## Exercise details
Would you pull out every line of the material that contains the string "secondary"?

## Data
----------
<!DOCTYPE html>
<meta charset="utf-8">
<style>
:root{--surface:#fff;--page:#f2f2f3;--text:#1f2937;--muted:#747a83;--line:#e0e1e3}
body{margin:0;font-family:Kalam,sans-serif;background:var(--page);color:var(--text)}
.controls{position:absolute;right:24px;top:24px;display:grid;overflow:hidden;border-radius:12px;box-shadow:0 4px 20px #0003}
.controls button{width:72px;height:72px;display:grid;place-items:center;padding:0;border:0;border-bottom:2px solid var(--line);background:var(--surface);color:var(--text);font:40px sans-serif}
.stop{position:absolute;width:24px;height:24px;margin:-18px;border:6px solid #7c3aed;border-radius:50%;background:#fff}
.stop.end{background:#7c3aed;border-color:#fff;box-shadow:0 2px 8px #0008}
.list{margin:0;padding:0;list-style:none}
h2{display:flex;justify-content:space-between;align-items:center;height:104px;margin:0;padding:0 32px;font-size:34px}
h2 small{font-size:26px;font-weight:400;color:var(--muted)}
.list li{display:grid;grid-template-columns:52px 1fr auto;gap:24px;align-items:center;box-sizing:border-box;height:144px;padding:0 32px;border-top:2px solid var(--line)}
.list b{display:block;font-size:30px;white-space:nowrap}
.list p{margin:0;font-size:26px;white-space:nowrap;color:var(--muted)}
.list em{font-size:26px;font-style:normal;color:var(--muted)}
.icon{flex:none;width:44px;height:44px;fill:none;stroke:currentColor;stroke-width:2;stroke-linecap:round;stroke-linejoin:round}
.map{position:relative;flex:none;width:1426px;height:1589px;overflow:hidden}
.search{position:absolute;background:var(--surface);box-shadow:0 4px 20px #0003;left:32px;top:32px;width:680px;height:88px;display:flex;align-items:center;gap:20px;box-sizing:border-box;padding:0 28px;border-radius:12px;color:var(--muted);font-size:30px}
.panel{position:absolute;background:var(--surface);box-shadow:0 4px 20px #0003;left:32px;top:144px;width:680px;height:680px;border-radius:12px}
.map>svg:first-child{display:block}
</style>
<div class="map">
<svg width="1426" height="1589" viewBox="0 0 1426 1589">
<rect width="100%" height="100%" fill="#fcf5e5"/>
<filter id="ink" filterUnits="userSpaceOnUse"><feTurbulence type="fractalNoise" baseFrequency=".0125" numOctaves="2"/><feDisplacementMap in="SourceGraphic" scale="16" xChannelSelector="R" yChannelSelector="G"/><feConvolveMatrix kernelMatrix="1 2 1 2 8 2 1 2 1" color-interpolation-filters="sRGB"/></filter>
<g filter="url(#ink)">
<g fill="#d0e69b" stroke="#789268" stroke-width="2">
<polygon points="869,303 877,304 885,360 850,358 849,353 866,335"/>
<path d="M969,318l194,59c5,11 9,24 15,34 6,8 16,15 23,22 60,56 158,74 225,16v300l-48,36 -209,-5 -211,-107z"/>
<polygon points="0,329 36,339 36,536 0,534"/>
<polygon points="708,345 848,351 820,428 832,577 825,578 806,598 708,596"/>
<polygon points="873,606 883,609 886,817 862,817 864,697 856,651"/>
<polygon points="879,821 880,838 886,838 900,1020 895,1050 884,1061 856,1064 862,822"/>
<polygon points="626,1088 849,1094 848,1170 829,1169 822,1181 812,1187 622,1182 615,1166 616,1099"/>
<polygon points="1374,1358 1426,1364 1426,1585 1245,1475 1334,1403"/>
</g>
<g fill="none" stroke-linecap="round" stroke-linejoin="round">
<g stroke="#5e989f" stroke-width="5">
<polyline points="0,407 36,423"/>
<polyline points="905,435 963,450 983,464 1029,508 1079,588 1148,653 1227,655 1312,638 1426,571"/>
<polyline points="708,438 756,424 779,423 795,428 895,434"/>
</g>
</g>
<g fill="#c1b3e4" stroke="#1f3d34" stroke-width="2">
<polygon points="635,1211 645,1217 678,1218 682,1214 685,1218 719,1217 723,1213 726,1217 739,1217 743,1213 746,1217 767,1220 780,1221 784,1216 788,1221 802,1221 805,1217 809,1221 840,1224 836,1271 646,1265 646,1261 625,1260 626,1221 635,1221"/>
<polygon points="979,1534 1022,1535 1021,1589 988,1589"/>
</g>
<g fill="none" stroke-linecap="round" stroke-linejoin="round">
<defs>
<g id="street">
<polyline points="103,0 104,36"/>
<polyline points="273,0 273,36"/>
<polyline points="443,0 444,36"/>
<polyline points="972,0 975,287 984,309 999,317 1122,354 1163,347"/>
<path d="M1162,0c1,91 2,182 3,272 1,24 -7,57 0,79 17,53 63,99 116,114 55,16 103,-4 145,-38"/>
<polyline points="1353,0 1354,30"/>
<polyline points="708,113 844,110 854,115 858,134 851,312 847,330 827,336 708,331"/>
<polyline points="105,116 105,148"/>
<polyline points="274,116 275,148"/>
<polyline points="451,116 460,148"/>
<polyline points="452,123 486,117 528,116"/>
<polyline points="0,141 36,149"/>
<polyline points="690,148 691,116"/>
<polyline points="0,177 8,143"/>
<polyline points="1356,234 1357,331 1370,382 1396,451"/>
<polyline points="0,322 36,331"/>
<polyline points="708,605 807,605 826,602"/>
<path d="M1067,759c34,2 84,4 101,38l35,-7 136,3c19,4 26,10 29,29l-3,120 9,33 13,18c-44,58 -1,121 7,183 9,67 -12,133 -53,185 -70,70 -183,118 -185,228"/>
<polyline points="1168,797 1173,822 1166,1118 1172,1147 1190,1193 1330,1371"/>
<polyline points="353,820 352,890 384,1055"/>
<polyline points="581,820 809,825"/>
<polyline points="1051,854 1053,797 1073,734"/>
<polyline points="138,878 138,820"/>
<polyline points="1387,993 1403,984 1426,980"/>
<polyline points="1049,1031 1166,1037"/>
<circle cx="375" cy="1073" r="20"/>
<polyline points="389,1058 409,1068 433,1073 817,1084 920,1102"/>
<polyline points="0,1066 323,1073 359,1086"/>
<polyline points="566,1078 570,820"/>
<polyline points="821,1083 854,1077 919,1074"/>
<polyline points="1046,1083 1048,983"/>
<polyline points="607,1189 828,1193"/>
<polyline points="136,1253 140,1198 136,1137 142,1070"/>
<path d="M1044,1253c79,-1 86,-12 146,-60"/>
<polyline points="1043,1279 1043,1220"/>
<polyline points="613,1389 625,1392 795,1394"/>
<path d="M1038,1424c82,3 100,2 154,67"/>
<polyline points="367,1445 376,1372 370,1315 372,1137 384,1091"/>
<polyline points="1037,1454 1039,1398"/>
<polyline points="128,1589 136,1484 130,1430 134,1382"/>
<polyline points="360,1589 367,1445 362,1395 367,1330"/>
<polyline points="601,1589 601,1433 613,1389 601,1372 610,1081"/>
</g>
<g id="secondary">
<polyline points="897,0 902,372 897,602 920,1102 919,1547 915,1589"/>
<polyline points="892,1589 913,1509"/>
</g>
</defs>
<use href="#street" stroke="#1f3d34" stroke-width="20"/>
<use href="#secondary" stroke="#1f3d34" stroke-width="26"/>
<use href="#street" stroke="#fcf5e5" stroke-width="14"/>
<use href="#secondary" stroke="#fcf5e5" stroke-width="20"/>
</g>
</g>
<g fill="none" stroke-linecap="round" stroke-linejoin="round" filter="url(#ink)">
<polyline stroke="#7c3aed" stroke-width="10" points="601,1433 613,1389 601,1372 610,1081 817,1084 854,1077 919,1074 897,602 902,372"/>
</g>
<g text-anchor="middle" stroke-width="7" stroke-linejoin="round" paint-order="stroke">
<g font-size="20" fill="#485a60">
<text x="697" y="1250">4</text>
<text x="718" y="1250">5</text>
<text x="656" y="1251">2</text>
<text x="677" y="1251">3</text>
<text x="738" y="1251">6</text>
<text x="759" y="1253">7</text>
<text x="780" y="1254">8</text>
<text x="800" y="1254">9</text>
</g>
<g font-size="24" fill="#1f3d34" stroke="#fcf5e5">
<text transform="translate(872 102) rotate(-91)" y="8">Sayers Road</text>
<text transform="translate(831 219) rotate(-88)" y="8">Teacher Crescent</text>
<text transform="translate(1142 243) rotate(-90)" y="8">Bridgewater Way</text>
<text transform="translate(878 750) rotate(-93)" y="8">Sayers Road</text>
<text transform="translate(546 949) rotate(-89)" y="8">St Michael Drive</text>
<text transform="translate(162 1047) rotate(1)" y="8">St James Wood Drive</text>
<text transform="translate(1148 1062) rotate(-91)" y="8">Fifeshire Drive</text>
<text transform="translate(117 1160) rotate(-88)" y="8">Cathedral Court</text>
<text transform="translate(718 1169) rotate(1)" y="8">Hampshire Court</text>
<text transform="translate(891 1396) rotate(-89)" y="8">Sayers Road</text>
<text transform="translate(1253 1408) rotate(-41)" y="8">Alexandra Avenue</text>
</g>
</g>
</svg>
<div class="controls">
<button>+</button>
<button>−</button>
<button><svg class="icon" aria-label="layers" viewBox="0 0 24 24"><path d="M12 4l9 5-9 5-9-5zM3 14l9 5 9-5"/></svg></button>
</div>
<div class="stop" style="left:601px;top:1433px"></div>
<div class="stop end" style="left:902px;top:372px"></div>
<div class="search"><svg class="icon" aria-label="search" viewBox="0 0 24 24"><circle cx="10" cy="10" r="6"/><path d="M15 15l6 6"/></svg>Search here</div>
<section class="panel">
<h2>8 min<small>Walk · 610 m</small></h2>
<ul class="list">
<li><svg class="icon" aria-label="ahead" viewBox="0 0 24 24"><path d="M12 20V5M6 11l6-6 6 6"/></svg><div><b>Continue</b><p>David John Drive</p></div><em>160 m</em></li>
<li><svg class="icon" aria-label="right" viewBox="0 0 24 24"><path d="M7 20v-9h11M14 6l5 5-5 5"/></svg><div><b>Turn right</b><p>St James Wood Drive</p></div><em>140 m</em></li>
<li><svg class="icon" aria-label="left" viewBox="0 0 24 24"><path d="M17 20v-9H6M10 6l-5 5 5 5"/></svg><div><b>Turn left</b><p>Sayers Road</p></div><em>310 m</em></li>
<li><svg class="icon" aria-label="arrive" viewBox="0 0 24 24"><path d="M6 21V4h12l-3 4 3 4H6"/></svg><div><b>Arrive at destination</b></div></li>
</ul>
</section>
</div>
----------
## Result for this exercise
<g id="secondary">
<use href="#secondary" stroke="#1f3d34" stroke-width="26"/>
<use href="#secondary" stroke="#fcf5e5" stroke-width="20"/>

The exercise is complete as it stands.